What lines in the material hold the string "gazetteer"? Return every one of them.

**** Data

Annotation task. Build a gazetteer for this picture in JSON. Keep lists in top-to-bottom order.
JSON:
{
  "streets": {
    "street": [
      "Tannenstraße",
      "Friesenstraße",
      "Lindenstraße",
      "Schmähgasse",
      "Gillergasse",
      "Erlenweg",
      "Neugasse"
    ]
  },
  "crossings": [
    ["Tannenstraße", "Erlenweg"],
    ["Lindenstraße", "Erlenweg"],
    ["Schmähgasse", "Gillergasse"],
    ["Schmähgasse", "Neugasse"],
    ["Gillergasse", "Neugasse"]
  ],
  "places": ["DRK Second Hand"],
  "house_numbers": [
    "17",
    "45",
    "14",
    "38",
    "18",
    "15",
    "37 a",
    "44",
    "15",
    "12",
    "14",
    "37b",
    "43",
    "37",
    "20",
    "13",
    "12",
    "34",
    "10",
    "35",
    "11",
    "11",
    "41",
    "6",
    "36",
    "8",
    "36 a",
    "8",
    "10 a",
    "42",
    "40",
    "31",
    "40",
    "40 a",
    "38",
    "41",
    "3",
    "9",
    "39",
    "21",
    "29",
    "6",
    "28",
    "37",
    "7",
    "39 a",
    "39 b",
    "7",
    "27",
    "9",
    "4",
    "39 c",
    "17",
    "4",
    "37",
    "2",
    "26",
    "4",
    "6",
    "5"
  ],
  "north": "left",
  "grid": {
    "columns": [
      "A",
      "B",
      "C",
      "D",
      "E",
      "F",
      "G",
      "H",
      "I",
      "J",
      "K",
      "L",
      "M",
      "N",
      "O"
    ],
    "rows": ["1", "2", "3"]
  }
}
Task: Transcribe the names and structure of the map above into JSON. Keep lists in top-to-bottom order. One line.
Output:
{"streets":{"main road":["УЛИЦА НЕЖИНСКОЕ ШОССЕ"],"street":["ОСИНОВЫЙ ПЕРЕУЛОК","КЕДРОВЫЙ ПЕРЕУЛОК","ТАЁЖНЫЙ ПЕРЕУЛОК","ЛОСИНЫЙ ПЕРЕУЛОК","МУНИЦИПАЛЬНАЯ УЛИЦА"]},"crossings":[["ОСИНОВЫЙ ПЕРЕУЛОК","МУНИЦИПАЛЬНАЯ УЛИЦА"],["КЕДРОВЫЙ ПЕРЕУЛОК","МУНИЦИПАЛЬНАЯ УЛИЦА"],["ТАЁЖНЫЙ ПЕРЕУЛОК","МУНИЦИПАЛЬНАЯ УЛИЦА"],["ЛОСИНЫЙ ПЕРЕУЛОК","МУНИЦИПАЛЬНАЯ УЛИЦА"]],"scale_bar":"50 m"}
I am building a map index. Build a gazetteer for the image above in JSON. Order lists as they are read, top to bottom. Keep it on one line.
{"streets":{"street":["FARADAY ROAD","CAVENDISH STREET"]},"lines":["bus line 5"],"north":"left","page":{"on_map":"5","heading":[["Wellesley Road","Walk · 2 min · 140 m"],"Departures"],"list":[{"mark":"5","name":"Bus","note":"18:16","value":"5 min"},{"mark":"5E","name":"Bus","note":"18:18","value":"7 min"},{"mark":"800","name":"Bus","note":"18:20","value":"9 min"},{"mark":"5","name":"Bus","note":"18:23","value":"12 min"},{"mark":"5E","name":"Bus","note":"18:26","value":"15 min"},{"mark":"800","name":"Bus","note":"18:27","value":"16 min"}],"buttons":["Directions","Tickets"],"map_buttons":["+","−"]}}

********

### Task solution
Annotation task. Build a gazetteer for this picture in JSON. Keep lists in top-to-bottom order.
I am building a map index. Build a gazetteer for the image above in JSON. Order lists as they are read, top to bottom. Keep it on one line.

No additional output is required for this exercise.